Mit Entsetzen nehmen wir zur Kenntnis, daß eine ehemalige Aufseherin des KZ Ravensbrück Entschädigungszahlungen für eine zehnjährige Haft bekam. Sie war zu dieser aufgrund ihrer Verbrechen im NS-Faschismus verurteilt worden. [...]

Dieses Vorgehen hat bundesdeutsche Kontinuität. Die Nichtverarbeitung der NS-Geschichte, der Ermordung von mehr als sechs Millionen Jüdinnen und Juden, läßt die Verdrehung von ehemaligen Täterinnen zu heutigen Opfern zu. Dieser Fall ist ein Präzedenzfall. Uns ist bekannt, daß auch andere TäterInnen Anträge auf Entschädigung gestellt haben. Es ist zu erwarten, daß im Klima des gesamtdeutschen Rechtsrucks diese Anträge positiv entschieden werden.
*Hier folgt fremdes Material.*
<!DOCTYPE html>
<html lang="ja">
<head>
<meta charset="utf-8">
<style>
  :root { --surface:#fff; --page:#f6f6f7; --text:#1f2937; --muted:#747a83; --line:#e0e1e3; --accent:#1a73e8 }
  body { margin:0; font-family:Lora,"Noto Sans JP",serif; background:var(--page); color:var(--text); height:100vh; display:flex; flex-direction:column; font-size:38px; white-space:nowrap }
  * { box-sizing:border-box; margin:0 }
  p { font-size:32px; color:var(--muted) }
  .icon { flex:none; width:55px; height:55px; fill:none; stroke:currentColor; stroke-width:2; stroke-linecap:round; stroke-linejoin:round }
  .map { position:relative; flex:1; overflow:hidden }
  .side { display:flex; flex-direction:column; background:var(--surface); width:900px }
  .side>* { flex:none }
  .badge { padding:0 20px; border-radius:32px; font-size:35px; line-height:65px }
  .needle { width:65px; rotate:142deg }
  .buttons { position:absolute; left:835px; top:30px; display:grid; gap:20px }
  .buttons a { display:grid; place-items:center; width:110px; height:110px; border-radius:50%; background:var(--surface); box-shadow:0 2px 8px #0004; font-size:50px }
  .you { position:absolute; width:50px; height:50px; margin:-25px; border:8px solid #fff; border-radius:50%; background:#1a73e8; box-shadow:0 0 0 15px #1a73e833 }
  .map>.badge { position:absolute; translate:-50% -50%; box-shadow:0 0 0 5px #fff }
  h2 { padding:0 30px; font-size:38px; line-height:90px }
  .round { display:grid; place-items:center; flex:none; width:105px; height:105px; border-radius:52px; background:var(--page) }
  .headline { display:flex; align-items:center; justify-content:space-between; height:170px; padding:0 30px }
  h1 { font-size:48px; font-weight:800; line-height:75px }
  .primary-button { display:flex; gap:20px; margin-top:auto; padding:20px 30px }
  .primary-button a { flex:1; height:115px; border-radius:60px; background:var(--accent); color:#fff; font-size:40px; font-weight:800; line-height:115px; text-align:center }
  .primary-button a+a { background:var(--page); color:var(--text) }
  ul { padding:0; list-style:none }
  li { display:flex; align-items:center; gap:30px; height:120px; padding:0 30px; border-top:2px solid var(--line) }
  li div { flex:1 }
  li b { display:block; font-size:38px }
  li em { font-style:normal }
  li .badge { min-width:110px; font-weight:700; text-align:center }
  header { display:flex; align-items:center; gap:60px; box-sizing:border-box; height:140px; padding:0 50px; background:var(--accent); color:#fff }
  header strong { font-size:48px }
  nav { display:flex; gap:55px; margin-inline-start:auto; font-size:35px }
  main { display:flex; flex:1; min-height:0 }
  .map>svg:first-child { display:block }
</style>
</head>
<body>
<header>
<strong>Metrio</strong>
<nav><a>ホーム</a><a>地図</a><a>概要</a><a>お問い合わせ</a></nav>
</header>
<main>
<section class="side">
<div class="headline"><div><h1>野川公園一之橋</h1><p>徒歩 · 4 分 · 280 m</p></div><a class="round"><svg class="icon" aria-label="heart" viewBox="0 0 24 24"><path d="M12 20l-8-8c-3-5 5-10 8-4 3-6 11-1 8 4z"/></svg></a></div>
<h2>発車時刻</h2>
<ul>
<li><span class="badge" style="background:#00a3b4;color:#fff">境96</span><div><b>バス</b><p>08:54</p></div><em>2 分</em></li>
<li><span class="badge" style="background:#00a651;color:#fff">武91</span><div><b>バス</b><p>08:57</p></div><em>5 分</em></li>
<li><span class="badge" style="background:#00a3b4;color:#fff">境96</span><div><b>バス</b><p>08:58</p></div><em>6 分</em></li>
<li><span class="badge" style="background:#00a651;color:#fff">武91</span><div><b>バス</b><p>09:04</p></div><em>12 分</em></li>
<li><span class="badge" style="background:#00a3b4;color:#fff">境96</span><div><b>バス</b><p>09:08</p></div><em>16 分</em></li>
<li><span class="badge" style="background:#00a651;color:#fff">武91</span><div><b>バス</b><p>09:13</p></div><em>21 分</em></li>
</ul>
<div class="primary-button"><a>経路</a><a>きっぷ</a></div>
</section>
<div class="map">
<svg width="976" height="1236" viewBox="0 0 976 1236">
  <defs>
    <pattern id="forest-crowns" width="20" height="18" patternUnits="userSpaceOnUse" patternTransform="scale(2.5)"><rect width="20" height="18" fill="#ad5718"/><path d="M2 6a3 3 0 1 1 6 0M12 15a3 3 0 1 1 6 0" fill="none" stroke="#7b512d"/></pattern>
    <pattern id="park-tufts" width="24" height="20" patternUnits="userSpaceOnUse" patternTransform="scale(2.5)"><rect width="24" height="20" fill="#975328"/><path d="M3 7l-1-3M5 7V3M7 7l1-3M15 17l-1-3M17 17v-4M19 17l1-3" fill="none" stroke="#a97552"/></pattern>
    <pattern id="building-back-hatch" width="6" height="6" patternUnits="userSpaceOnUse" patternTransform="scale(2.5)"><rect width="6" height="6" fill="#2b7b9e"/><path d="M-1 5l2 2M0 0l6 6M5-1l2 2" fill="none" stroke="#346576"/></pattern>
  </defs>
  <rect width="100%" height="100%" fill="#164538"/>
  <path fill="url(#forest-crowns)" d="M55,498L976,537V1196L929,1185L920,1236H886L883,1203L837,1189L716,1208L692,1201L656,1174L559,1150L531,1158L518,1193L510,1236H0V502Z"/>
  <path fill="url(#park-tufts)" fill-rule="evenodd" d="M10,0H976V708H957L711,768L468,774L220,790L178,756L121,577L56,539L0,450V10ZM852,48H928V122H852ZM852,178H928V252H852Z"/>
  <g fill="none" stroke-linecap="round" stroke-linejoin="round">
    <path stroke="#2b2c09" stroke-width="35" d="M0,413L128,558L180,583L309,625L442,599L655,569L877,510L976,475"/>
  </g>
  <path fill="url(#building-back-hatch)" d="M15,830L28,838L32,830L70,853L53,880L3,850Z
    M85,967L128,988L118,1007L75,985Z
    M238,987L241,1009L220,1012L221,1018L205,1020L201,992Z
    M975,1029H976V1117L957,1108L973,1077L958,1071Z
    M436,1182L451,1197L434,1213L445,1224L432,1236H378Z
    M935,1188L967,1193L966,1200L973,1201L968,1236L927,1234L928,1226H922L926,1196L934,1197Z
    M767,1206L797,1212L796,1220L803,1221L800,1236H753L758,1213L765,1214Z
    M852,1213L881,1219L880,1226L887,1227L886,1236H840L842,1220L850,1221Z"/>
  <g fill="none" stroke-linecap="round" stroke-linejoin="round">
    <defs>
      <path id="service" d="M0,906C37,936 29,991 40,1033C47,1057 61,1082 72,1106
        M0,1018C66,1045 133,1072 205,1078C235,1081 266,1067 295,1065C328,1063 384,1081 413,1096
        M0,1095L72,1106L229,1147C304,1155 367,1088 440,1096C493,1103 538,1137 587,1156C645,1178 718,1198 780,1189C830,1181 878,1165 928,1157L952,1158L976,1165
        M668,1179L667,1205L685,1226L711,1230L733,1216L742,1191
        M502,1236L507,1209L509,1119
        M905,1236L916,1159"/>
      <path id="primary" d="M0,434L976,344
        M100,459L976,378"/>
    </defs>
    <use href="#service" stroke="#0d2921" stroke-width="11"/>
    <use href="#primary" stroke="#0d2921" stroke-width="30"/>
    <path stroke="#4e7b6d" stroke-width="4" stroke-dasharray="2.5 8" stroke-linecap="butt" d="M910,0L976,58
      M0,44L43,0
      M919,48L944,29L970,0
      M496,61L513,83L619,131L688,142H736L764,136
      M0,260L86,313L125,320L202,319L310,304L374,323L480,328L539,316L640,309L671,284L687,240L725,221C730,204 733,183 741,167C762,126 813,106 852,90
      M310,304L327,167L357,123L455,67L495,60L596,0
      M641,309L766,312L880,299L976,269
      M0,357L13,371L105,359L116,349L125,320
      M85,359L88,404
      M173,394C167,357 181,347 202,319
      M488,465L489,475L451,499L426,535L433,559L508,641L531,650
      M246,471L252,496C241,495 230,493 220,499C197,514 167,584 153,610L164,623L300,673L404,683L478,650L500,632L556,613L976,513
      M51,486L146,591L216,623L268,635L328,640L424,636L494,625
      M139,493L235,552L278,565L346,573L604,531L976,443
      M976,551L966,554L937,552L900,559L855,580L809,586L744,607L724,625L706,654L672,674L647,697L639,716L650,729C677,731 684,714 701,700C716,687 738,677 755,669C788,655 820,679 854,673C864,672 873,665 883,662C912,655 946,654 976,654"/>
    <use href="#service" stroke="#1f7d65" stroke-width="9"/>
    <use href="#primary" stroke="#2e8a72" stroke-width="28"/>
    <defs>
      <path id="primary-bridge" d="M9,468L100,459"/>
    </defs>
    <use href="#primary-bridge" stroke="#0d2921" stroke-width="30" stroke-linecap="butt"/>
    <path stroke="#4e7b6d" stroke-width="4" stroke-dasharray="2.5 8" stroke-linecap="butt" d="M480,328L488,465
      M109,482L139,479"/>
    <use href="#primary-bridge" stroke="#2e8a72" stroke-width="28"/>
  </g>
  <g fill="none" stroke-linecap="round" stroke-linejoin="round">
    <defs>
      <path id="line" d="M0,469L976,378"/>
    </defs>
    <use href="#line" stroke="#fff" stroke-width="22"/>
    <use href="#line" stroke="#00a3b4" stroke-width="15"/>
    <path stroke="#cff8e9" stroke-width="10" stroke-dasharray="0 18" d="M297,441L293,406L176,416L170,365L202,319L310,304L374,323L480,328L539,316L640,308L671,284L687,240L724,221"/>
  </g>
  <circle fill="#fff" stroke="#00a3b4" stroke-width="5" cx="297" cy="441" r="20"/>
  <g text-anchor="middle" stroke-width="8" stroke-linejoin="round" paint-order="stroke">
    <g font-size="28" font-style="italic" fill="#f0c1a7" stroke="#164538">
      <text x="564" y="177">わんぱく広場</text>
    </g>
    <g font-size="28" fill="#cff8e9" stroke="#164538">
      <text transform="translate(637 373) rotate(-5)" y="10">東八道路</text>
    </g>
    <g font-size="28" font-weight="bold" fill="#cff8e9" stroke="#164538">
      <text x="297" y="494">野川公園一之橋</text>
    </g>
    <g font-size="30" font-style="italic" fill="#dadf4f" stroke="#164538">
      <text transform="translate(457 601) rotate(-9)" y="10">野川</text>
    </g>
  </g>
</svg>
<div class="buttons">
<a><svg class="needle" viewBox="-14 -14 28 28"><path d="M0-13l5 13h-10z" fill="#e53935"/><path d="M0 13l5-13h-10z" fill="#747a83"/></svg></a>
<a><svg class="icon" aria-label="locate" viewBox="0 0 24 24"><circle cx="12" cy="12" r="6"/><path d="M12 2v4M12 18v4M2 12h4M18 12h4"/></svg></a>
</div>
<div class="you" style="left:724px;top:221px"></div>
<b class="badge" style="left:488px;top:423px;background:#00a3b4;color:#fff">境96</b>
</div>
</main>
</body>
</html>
Kunz und andere TäterInnen haben nix zu bekommen. Überlebende des NS-Faschismus kämpfen seit Jahrzehnten für „Entschädigungen“, die die BRD-Regierung fast allen bis heute verwehrt. Diejenigen, die einen Antrag stellten, waren menschenunwürdigen Bedingungen in bundesdeutschen Gerichten ausgesetzt. Diese Prozedur zog sich über Jahrzehnte hin, bis heute.

Es ist für uns das Selbstverständlichste, zu fordern, daß die Anerkennung von Margot Kunz als „Opfer des Stalinismus“ unverzüglich zurückgenommen wird. Wir fordern, daß die Entschädigungszahlungen von 64.350 DM an die Behörde zurückgeht und das Geld den Überlebenden von Ravensbrück überlassen wird.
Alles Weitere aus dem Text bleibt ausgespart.